*** INPUT DATA Section Begins ***

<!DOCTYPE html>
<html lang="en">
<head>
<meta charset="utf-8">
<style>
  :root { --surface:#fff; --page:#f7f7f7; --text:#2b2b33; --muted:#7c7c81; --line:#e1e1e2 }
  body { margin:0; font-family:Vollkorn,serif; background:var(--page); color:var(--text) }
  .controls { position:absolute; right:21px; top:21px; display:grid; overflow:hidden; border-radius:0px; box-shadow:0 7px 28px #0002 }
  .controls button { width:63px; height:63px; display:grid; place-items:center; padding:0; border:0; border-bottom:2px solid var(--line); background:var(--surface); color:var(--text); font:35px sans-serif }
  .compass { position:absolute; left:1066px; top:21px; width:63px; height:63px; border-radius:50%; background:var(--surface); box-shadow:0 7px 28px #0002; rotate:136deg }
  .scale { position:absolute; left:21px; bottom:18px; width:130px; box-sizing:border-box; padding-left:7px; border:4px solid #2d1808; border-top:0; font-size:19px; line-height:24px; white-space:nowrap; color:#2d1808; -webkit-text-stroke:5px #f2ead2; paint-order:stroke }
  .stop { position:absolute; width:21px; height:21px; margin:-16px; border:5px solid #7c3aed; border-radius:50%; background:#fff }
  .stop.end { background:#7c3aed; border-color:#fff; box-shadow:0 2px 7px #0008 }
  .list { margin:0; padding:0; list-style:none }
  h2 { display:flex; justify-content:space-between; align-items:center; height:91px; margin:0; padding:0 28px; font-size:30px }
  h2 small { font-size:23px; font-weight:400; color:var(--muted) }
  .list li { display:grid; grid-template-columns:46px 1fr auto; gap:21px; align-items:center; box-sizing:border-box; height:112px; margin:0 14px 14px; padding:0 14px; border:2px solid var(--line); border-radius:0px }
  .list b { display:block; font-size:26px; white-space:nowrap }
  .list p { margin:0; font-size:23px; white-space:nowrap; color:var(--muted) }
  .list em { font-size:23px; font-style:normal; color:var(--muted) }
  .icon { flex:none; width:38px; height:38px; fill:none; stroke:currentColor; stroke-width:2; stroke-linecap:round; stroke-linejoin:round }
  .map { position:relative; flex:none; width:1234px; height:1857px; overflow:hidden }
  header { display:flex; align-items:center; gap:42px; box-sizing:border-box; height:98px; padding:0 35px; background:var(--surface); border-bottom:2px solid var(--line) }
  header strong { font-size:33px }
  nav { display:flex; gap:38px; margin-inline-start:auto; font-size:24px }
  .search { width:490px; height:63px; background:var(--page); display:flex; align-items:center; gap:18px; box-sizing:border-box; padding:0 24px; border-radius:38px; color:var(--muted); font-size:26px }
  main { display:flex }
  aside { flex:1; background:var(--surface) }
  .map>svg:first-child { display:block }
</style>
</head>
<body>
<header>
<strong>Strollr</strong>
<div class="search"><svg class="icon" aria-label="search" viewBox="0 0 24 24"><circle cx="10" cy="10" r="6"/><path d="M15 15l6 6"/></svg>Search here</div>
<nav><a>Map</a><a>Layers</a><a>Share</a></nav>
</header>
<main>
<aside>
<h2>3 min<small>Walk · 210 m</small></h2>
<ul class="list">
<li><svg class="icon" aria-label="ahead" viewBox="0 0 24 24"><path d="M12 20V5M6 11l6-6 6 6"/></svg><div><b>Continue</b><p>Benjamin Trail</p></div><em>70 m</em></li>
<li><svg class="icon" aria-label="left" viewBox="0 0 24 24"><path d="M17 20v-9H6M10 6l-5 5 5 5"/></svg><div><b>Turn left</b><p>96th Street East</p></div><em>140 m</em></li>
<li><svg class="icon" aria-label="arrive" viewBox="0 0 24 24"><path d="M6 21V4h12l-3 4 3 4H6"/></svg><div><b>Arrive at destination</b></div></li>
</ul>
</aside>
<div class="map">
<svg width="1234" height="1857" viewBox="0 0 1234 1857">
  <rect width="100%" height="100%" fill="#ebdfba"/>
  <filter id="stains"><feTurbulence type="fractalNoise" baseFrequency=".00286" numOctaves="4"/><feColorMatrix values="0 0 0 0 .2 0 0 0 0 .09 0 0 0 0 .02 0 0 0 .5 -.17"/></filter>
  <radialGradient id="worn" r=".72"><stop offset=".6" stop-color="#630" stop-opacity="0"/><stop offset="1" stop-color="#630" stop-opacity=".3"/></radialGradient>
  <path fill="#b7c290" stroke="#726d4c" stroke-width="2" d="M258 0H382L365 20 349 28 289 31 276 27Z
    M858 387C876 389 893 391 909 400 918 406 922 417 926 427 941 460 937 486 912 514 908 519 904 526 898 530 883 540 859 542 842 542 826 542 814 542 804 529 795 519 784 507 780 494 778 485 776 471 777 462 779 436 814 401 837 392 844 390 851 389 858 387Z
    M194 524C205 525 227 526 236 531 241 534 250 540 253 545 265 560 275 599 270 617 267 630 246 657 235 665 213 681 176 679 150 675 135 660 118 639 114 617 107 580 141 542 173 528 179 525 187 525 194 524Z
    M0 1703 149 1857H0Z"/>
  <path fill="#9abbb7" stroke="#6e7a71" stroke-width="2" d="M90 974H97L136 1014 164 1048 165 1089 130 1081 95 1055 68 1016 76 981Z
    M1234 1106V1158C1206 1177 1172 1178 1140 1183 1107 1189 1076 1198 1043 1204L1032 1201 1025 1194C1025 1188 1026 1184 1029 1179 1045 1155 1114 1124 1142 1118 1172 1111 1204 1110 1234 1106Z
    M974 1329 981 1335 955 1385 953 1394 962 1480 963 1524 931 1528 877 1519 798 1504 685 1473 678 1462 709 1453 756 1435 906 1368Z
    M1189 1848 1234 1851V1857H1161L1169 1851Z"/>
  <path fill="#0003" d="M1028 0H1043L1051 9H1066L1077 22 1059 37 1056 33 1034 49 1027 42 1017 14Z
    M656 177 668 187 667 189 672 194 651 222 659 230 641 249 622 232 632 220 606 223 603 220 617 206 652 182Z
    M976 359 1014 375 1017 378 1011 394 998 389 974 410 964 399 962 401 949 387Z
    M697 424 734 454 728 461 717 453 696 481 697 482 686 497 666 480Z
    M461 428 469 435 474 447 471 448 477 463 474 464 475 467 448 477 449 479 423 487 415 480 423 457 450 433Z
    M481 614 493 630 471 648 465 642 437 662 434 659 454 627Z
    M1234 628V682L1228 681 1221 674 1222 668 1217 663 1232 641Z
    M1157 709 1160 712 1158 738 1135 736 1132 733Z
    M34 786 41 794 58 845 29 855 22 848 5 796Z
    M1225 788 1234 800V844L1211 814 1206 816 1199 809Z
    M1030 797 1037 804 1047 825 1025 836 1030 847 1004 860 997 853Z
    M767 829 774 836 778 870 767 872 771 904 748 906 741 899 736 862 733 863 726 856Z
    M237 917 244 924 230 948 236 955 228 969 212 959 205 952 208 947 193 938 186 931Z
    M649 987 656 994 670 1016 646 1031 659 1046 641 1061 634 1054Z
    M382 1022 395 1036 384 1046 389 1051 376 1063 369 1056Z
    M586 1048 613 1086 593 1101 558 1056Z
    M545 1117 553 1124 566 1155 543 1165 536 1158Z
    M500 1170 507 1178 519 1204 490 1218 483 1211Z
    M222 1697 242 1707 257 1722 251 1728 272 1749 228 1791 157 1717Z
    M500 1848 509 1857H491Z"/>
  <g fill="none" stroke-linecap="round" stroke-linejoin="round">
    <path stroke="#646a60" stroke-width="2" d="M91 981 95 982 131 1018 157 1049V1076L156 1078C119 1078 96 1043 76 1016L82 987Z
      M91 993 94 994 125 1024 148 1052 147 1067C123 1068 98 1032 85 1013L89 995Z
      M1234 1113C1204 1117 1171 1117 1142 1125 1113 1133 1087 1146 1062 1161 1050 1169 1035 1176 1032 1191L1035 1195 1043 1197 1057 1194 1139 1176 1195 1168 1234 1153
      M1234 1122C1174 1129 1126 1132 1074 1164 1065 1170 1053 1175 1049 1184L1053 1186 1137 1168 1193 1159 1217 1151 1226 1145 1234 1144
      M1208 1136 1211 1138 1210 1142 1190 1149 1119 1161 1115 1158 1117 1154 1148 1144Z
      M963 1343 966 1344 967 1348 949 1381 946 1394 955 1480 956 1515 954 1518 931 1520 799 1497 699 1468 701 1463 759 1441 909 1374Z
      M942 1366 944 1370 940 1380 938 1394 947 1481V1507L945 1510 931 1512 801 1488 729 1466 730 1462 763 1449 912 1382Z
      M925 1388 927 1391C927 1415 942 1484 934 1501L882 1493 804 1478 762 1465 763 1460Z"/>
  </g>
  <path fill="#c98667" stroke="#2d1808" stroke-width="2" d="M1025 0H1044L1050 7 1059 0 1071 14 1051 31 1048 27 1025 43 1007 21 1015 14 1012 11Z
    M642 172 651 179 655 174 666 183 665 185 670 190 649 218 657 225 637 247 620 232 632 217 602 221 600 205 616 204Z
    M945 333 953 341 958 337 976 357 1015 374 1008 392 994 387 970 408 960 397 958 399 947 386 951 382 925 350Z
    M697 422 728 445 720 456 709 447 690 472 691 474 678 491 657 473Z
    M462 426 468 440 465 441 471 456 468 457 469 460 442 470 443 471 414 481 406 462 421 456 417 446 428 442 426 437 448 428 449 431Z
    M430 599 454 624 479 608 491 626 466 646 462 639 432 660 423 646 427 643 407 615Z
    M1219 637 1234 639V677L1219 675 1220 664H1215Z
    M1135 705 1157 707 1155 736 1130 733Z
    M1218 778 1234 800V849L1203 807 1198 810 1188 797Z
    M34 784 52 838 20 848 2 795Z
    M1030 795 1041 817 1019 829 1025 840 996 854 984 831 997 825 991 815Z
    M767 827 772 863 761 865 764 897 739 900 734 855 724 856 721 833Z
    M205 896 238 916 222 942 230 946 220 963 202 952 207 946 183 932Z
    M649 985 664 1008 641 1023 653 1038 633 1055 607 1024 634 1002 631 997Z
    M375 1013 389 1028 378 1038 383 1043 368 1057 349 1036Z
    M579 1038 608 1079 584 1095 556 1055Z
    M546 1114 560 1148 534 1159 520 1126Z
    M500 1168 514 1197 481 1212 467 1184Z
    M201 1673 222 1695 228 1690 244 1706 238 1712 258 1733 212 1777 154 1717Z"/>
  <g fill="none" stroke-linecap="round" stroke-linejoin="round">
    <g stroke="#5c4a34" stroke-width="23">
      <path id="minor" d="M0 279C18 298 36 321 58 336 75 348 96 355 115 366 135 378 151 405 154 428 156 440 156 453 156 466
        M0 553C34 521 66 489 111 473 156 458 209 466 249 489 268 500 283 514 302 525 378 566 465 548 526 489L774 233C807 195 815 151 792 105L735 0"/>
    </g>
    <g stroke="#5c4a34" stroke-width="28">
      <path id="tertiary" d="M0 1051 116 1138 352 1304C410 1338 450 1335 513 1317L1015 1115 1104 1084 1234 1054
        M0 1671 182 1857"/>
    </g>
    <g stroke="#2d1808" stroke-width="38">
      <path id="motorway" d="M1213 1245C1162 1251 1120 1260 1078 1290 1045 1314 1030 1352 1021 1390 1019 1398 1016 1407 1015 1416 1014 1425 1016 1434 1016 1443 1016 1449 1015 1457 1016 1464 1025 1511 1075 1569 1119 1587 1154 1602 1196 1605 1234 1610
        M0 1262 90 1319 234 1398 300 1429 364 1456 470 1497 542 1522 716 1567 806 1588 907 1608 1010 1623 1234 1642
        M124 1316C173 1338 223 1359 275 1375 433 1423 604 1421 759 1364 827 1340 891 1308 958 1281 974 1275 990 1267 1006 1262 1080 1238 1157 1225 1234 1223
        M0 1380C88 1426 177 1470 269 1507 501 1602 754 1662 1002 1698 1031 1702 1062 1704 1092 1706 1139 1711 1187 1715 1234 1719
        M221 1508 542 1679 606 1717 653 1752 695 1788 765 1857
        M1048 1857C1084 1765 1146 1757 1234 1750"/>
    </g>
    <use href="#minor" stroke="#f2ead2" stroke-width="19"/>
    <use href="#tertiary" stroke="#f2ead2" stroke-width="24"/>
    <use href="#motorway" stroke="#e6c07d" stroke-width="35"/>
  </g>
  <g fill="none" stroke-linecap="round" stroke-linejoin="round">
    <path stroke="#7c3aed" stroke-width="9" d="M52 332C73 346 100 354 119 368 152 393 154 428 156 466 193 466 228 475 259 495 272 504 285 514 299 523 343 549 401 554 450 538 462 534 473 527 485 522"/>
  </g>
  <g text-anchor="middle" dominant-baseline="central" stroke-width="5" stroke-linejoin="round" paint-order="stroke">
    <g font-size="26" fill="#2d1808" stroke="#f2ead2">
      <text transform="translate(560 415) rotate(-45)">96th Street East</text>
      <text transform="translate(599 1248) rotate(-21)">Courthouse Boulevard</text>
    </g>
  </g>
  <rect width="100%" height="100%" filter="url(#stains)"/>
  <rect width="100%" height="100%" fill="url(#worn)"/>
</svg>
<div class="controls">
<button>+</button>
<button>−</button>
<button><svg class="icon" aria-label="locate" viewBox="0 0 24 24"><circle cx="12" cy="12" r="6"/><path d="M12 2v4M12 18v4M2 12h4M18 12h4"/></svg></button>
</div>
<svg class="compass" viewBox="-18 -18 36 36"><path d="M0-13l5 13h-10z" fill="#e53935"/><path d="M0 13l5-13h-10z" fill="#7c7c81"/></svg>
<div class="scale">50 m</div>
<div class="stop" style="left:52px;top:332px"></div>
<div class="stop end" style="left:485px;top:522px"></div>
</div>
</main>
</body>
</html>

*** INPUT DATA Section Ends ***

WHAT NEEDS TO BE DONE: Copy out, in full, each line above that has the word "controls" in it.

SOLUTION:
  .controls { position:absolute; right:21px; top:21px; display:grid; overflow:hidden; border-radius:0px; box-shadow:0 7px 28px #0002 }
  .controls button { width:63px; height:63px; display:grid; place-items:center; padding:0; border:0; border-bottom:2px solid var(--line); background:var(--surface); color:var(--text); font:35px sans-serif }
<div class="controls">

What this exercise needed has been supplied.